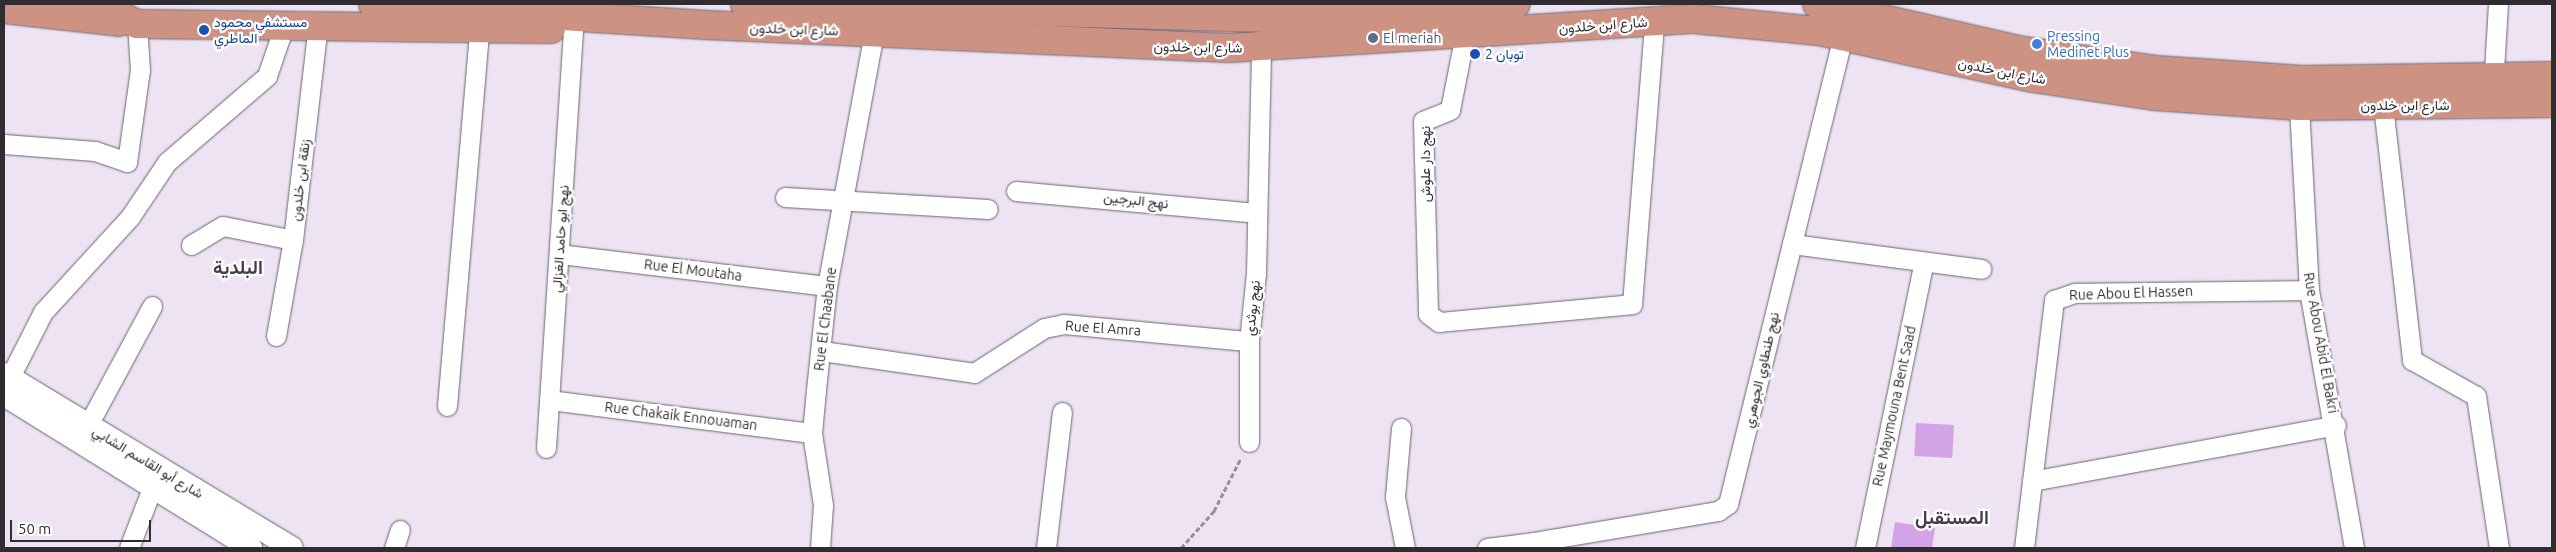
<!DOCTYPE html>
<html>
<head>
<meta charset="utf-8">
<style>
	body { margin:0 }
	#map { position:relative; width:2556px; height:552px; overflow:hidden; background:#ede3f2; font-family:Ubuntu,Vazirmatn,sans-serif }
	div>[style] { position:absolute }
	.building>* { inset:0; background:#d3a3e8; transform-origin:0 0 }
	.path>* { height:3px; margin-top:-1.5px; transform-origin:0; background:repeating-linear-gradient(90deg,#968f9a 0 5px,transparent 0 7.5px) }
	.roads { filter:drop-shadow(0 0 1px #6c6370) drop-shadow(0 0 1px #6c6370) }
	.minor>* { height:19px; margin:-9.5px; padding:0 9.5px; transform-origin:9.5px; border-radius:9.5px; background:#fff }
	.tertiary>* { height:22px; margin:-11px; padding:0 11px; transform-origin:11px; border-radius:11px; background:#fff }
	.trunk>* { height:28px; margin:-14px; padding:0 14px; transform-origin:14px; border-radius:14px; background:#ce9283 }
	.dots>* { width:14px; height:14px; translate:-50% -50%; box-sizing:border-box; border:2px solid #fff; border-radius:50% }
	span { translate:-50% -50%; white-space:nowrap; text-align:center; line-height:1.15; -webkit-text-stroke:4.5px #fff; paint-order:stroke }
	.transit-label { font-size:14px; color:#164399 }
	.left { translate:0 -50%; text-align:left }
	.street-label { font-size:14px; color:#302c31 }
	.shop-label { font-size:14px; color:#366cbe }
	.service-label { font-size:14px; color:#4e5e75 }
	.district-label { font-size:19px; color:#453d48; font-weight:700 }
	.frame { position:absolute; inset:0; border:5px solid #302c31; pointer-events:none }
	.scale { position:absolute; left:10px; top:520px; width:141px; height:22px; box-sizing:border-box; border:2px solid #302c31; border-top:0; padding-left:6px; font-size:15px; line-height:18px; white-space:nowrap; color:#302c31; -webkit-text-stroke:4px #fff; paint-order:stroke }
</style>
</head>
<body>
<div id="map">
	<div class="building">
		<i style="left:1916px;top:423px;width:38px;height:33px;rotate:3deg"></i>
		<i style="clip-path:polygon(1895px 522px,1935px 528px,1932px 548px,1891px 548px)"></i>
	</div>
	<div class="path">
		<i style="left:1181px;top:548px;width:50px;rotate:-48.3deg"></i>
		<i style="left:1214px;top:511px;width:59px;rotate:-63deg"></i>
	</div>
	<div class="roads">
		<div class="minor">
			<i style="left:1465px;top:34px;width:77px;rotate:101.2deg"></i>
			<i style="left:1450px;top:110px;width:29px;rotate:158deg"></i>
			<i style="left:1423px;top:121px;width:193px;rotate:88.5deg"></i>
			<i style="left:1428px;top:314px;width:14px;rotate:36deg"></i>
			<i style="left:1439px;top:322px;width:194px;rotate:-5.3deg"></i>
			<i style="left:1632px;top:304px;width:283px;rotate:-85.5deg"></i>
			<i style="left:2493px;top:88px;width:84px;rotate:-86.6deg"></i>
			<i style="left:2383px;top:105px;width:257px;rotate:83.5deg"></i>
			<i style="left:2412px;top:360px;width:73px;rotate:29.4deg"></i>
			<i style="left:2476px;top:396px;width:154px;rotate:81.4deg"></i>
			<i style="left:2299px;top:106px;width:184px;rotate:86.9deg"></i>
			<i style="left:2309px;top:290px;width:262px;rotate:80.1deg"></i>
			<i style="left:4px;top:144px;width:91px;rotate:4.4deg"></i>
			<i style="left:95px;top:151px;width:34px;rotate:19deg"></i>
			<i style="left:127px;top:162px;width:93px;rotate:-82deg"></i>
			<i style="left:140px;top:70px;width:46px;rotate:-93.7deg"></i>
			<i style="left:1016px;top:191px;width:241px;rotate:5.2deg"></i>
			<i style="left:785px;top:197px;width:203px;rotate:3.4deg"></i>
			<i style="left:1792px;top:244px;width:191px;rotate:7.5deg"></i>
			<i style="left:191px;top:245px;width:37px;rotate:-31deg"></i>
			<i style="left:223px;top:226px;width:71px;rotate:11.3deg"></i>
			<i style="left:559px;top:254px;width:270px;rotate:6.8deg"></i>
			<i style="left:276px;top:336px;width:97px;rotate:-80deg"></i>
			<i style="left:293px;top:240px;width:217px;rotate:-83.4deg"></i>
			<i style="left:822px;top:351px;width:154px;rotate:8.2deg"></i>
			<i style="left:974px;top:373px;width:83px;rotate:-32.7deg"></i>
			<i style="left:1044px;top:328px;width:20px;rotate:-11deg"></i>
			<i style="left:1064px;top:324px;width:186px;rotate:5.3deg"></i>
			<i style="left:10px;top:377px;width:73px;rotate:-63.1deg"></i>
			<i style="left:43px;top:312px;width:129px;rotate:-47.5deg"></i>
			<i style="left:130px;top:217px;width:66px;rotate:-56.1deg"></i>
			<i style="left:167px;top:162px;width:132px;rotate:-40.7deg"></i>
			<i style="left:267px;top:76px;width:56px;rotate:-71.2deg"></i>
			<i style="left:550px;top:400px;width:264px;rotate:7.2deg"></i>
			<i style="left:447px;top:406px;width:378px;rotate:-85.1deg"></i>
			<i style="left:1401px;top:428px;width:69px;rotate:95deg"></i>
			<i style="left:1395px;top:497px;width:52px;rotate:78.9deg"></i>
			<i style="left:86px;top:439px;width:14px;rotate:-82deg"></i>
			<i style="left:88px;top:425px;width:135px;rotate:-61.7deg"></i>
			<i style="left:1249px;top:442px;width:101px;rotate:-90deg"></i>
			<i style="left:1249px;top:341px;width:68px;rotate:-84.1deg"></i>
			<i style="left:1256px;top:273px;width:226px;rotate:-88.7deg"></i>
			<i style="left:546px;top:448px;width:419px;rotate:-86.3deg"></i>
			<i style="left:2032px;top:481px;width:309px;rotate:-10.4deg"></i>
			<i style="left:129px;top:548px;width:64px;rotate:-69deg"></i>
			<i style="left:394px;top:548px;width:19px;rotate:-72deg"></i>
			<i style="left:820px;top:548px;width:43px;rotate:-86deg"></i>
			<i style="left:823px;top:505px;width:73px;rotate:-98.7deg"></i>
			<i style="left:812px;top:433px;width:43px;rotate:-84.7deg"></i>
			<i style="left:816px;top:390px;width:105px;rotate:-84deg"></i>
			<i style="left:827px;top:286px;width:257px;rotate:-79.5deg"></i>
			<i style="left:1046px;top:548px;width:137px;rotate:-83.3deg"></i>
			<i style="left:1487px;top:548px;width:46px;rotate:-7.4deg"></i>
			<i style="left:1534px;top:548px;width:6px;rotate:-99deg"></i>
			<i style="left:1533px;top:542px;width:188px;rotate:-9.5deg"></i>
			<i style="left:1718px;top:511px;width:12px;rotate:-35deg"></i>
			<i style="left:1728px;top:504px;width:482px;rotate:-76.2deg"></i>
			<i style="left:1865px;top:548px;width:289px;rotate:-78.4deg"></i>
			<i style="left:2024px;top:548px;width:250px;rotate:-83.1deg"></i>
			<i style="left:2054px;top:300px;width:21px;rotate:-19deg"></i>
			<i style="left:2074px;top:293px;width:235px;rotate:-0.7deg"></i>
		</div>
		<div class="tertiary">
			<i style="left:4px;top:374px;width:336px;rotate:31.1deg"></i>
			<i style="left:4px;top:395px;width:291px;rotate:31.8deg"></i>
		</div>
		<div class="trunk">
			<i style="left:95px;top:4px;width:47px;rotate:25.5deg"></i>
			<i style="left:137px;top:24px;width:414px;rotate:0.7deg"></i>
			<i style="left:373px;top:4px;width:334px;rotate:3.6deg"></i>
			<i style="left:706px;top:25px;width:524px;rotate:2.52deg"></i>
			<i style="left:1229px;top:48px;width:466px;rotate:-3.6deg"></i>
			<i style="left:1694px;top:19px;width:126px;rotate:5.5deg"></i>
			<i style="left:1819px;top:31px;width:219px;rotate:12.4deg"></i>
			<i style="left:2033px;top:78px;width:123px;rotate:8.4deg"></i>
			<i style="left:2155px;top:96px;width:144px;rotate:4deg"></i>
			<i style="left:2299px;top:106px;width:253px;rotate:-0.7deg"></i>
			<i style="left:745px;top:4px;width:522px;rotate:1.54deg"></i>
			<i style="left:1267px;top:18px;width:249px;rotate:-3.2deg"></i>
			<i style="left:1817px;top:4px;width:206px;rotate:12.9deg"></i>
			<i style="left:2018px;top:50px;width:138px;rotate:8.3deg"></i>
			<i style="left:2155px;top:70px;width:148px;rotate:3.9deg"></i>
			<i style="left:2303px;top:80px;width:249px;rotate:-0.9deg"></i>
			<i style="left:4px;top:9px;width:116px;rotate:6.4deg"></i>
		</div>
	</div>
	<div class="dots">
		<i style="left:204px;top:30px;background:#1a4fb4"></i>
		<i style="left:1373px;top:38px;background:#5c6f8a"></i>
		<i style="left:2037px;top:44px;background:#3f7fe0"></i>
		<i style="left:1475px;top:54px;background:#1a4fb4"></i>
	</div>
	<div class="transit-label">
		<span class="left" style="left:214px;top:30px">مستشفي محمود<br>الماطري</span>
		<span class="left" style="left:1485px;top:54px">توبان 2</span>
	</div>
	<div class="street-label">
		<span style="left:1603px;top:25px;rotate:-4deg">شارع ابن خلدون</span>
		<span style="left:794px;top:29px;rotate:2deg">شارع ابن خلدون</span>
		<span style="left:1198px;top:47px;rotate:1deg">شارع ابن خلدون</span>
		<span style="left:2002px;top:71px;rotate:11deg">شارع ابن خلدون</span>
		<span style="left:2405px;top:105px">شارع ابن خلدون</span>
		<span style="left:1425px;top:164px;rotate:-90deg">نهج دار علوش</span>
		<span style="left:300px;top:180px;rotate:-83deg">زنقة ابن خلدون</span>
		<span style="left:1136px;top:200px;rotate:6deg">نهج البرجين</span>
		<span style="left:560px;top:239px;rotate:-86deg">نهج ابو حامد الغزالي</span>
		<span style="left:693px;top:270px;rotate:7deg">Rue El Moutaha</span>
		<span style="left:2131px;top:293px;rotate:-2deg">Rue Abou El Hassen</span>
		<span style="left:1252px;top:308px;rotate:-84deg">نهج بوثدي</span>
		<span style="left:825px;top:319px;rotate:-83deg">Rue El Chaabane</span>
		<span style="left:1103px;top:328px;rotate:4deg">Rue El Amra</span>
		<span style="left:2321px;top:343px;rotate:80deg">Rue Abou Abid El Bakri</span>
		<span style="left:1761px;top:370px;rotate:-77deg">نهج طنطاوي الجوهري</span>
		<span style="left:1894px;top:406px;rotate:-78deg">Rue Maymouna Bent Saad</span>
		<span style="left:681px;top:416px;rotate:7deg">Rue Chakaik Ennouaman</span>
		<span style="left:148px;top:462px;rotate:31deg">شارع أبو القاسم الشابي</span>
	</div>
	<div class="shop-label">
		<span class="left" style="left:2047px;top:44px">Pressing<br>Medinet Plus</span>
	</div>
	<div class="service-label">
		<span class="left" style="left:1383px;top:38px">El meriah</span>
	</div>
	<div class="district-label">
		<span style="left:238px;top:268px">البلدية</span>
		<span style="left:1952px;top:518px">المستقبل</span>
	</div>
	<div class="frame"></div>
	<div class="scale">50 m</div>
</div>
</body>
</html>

+===+

Scan the records above, then copy out each line that mentions "roads".

	.roads { filter:drop-shadow(0 0 1px #6c6370) drop-shadow(0 0 1px #6c6370) }
	<div class="roads">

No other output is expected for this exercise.